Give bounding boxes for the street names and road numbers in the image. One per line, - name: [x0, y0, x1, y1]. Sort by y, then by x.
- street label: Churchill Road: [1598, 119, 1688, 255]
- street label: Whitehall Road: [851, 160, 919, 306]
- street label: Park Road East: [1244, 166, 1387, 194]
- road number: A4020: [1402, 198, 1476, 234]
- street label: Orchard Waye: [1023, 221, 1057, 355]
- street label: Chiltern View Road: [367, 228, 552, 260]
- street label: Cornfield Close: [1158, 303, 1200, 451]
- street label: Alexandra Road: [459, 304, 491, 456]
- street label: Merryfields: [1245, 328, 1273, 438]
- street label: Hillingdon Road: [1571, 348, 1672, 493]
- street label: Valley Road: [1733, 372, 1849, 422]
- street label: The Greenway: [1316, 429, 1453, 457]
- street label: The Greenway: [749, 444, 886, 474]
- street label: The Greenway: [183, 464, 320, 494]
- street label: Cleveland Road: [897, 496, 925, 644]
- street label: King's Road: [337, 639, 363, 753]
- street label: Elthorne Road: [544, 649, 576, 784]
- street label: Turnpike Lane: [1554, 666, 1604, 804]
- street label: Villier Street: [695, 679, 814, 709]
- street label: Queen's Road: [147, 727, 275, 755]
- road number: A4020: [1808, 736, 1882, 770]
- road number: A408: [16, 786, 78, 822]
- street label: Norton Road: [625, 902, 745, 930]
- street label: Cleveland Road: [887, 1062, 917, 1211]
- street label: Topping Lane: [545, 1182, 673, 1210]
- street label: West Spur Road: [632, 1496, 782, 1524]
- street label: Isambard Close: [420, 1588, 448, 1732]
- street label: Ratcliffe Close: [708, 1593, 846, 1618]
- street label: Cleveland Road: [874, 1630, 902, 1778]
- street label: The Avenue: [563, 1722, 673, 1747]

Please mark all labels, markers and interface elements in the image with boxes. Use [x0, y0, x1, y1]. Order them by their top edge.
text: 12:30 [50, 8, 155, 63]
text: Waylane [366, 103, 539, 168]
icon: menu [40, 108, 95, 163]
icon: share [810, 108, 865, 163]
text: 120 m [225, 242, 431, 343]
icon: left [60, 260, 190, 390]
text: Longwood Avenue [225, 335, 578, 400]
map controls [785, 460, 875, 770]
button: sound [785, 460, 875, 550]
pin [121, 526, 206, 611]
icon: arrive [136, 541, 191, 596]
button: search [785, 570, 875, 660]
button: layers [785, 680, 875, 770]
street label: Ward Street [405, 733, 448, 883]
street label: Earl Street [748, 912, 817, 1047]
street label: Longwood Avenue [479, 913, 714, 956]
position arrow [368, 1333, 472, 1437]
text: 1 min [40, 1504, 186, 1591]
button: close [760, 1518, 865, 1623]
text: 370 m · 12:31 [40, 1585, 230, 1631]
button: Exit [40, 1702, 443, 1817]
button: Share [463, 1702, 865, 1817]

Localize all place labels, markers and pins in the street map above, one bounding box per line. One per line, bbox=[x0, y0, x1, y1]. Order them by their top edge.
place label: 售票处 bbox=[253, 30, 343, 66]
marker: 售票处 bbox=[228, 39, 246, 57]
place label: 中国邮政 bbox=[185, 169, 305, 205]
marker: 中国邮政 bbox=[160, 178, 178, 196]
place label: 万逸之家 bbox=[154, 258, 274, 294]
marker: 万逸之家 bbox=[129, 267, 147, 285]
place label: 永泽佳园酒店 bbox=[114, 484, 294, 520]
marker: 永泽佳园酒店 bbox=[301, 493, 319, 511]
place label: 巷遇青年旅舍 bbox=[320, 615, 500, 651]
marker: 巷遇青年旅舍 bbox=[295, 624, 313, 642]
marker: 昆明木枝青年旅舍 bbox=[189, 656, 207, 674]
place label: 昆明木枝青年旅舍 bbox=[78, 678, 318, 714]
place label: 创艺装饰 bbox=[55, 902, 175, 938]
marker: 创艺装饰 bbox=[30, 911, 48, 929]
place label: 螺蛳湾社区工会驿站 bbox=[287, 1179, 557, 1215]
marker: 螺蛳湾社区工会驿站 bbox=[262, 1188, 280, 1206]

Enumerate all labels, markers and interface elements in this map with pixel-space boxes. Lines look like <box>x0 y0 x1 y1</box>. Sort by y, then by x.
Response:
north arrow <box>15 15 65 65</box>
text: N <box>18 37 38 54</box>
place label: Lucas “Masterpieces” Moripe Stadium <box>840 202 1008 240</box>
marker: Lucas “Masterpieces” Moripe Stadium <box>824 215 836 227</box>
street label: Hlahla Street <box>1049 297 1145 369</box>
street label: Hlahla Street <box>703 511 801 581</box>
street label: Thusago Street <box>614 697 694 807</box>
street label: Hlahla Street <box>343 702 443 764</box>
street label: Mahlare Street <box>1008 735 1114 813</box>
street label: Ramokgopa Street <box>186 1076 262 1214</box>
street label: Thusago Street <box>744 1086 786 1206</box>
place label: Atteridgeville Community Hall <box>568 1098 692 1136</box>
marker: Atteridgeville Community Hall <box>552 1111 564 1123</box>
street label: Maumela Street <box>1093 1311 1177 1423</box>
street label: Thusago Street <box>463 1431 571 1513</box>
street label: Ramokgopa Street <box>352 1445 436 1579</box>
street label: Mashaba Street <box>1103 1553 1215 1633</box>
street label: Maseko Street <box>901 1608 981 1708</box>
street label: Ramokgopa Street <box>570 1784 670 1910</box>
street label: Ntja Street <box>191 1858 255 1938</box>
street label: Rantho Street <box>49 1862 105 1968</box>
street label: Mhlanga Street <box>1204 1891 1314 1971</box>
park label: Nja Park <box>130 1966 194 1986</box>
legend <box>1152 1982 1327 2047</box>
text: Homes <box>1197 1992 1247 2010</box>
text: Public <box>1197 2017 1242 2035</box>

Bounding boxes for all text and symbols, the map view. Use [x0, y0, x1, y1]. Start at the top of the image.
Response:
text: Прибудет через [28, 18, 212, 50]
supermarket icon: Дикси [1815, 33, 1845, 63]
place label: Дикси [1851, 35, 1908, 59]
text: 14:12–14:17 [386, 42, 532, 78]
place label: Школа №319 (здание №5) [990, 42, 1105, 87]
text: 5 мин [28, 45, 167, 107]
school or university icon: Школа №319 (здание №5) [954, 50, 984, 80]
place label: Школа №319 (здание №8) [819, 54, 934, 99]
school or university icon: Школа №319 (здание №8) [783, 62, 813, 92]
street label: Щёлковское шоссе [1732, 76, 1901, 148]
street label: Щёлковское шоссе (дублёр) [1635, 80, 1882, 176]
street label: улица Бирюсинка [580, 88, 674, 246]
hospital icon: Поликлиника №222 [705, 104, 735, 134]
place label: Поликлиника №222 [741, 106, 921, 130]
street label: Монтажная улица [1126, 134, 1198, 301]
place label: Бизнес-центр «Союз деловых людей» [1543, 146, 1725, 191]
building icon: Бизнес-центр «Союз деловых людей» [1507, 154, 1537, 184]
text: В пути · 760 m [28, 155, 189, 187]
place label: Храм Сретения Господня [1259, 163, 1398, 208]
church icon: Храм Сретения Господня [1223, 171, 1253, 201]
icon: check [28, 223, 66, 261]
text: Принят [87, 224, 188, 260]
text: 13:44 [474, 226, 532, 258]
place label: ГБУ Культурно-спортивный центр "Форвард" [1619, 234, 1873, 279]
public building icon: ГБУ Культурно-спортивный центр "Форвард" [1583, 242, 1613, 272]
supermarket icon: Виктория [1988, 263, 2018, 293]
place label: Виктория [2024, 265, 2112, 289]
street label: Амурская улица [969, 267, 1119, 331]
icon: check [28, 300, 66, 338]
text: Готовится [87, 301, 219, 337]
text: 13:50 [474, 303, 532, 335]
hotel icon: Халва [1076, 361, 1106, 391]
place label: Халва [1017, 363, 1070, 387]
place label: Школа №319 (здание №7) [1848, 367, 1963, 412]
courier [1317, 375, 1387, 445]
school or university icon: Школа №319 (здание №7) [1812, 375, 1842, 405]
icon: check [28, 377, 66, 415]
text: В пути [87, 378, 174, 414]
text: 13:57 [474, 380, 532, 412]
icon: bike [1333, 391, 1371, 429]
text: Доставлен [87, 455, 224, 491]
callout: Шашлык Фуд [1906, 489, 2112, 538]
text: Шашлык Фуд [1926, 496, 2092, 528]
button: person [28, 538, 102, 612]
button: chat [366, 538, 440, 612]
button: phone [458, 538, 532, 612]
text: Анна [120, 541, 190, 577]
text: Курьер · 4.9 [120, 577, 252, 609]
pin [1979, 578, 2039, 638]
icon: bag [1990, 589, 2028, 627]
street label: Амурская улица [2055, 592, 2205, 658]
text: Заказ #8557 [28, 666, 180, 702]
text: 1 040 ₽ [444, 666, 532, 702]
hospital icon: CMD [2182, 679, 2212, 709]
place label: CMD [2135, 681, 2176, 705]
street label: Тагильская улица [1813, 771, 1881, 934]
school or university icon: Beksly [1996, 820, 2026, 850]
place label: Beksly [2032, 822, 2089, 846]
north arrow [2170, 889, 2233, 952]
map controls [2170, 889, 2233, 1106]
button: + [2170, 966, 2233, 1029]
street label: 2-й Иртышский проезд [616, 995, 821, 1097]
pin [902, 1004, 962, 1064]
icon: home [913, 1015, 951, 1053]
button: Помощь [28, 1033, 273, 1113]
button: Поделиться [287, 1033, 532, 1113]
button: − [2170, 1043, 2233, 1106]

- [Activity]: Scan the records for the string "university". Copy each line in which it appears.

- [Completed exercise]:
school or university icon: Школа №319 (здание №5) [954, 50, 984, 80]
school or university icon: Школа №319 (здание №8) [783, 62, 813, 92]
school or university icon: Школа №319 (здание №7) [1812, 375, 1842, 405]
school or university icon: Beksly [1996, 820, 2026, 850]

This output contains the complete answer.